As I passed the Shambles a blizzard of small goose feathers swept out from under a yard door, causing Genesis to stir anxiously. Blood, too, was seeping into the street. The war meant a huge demand for arrows for the King's armouries, and I guessed they were killing geese for the primary feathers the fletchers would use. I thought of the View of Arms I had witnessed the previous day. Fifteen hundred men had already been recruited from London and sent south, a large contingent from the sixty thousand souls in the city. And the same thing was going on all over the country; I hoped that hard-faced officer would forget about Barak.

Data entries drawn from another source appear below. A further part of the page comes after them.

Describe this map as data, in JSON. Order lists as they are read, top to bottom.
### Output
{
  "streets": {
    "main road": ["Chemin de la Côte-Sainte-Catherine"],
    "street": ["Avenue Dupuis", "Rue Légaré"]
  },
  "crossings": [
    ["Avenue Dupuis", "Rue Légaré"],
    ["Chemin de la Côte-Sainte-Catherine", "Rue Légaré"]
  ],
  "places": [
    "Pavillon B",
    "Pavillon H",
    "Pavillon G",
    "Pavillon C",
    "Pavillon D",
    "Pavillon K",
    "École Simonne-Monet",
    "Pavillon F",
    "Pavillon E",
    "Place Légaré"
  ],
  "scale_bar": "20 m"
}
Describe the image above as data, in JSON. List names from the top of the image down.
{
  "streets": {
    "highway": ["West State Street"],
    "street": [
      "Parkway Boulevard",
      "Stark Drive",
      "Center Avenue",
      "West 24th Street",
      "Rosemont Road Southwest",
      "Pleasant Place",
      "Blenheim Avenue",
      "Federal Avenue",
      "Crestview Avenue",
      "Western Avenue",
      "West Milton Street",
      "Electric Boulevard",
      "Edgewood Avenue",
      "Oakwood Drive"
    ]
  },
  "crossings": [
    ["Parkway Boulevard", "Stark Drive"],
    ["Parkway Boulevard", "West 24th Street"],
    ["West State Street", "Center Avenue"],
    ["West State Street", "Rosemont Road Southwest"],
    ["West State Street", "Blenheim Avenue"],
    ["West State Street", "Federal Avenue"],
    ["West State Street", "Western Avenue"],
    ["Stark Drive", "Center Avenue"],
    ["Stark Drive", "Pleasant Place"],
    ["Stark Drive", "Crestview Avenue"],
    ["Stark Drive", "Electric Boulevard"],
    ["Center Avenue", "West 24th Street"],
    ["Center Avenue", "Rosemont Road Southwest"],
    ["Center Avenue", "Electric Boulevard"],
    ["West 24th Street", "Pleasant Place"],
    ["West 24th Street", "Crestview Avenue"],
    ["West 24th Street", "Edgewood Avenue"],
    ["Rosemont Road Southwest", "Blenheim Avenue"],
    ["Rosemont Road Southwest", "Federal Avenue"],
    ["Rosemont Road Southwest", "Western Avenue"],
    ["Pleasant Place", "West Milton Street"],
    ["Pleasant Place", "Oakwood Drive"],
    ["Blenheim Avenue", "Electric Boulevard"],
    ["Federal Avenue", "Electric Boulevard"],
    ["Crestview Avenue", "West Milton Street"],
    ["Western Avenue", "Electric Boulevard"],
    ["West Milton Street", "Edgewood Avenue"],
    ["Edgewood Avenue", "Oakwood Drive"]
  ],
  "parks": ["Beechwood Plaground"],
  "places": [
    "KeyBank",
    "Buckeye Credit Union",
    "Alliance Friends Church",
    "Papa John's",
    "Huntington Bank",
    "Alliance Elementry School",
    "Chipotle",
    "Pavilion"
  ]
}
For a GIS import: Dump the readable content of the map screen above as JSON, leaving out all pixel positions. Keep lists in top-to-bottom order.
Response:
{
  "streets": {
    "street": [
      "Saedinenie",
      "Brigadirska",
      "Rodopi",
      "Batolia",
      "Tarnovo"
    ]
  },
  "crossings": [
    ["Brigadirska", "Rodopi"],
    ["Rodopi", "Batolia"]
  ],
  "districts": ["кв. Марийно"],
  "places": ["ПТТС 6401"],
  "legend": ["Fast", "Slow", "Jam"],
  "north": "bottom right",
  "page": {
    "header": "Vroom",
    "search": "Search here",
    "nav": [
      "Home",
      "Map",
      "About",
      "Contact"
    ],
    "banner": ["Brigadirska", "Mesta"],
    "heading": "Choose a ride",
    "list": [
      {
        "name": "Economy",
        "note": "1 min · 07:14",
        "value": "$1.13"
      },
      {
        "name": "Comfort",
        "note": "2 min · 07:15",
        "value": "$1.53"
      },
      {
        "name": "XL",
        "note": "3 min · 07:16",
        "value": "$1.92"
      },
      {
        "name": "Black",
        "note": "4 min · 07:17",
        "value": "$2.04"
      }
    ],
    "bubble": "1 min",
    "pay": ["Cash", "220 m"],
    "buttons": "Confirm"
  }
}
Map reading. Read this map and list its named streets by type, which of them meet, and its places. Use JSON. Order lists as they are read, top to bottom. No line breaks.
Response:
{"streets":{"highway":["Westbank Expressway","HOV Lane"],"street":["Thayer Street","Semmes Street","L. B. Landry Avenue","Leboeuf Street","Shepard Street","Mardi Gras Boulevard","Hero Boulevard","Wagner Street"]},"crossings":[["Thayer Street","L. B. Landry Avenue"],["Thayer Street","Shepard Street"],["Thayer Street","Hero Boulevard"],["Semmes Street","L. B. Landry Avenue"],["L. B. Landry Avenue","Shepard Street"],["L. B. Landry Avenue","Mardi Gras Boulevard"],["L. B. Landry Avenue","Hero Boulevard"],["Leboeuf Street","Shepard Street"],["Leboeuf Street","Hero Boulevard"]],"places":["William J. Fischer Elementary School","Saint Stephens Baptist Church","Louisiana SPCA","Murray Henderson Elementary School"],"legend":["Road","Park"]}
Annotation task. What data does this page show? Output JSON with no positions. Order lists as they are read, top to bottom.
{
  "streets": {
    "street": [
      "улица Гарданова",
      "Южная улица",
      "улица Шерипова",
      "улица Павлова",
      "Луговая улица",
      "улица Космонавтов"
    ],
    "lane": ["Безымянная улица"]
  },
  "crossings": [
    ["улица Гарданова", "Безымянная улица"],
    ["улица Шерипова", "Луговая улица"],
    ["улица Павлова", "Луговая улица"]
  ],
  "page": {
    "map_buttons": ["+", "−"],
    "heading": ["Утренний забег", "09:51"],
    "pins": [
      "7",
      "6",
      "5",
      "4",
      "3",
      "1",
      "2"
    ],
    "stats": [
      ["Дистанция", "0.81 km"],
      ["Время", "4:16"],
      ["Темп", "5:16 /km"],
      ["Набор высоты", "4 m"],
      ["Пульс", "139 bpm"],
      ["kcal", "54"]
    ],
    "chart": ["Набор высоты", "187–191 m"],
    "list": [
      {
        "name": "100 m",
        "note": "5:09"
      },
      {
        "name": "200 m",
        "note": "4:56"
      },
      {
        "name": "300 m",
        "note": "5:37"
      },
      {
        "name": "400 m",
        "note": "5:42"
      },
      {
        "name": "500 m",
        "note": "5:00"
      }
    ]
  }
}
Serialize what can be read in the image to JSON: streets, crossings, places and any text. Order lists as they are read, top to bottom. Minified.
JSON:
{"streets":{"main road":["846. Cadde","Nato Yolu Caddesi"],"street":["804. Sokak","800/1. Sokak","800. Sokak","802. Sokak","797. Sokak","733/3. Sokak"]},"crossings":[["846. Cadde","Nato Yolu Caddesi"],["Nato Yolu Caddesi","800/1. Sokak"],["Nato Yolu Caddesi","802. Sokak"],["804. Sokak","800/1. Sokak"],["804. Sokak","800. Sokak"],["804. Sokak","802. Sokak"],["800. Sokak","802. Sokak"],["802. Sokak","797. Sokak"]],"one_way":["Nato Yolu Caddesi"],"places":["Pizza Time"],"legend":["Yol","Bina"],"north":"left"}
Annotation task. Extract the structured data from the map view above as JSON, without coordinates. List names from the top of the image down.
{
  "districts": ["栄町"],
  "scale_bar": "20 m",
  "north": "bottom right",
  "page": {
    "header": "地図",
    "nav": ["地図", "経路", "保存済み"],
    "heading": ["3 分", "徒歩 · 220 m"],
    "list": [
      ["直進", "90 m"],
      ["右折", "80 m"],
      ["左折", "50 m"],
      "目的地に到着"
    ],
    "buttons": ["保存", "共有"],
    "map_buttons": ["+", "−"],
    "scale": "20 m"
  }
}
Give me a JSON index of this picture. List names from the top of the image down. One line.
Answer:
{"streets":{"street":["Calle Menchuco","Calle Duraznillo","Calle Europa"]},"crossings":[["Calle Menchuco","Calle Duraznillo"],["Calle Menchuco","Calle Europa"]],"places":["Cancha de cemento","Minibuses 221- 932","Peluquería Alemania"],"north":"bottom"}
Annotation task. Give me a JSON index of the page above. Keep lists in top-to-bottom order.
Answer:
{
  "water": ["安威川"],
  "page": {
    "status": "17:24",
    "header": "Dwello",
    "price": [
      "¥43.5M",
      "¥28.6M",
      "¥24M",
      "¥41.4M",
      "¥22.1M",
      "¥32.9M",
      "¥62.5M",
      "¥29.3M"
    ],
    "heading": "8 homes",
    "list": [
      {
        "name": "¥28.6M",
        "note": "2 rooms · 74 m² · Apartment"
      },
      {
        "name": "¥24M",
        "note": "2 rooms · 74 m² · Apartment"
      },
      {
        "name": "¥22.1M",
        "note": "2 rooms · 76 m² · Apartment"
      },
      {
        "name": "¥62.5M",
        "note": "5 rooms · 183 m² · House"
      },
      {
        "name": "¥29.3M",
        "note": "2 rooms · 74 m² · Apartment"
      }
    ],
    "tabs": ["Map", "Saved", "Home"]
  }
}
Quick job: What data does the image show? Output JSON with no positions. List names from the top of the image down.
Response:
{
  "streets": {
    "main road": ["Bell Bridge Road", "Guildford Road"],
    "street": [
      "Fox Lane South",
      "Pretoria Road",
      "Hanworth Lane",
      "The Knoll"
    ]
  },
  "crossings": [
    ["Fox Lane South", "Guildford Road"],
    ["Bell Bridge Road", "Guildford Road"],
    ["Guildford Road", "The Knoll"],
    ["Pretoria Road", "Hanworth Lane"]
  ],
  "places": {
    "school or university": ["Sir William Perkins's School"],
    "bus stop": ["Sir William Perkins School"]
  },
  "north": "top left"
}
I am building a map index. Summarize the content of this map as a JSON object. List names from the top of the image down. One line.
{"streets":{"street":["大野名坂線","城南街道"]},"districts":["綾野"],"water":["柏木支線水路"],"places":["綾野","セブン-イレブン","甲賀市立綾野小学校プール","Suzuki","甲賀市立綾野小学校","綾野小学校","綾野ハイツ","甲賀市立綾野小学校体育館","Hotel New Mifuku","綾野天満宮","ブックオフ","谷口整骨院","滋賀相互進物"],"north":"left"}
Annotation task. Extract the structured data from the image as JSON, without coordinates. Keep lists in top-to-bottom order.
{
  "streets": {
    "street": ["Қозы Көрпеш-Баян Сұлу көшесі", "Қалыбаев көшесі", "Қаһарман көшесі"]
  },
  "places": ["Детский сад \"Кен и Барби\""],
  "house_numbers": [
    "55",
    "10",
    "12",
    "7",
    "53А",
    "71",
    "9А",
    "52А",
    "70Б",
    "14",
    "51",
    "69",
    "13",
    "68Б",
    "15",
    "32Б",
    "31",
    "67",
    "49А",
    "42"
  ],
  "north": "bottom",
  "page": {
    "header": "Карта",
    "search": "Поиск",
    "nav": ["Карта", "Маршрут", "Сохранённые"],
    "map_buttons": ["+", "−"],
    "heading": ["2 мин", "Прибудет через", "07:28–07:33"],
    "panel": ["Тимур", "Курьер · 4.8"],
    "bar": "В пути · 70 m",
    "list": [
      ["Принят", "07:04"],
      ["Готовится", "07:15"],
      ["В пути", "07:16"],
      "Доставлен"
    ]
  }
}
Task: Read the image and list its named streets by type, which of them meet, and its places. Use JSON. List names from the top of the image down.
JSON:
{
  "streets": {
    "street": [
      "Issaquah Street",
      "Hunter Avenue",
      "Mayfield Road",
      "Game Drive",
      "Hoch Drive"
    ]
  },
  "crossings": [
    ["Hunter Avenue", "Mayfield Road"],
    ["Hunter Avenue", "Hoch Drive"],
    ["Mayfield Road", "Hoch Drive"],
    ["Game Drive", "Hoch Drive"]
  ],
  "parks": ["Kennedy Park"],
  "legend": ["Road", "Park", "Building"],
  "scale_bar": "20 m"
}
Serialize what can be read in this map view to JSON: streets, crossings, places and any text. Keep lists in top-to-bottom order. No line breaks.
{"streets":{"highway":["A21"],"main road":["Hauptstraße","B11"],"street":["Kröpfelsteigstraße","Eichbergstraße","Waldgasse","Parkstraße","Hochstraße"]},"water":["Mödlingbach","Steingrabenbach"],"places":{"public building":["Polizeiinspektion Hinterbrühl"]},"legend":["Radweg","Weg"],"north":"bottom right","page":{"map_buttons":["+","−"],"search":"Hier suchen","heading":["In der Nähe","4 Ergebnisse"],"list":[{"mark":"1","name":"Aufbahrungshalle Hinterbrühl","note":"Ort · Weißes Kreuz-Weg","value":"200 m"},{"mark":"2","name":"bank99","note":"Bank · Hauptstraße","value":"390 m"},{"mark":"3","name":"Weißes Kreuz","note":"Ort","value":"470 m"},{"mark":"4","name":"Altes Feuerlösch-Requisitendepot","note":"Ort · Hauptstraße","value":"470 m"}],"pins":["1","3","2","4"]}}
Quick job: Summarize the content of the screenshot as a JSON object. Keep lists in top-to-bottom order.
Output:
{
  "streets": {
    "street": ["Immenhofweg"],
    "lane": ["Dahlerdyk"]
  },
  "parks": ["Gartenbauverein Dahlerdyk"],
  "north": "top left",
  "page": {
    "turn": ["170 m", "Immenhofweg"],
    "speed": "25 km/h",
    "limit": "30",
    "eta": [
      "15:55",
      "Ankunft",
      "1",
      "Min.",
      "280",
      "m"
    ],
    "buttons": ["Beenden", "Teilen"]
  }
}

I rode on into the broad thoroughfare of Cheapside, lined with shops and public buildings and prosperous merchants' houses. A preacher, his grey beard worn long in the fashion now favoured by Protestants, stood on the steps of Cheapside Cross, declaiming in a loud voice. 'God must favour our arms, for the French and Scots are naught but the Pope's shavelings, instruments of the devil in his war against true Bible faith!' He was probably an unlicensed radical preacher, of the sort who two years ago would have been arrested and thrown in prison, but encouraged now for their hot favouring of the war. City constables in red uniforms, staffs over their shoulders, patrolled up and down. Only the older constables were left now, the younger ones gone to war. They looked constantly over the crowd, as though their rheumy eyes could spot a French or Scottish spy about to - what, poison the food on the stalls? There was little enough of that, for as Barak said much had been requisitioned for the army, and last year's harvest had been poor. One stall, however, was filled with what to my astonished eyes looked like a heap of sheep droppings until, riding closer, I saw they were prunes. Since the King had legalized piracy against the French and Scots all sorts of strange goods from impounded ships had turned up on the stalls. I remembered the celebrations in the spring when the pirate Robert Renegar had brought a Spanish treasure ship up the Thames, full of gold from the Indies. Despite Spanish fury he had been feted at court as a hero.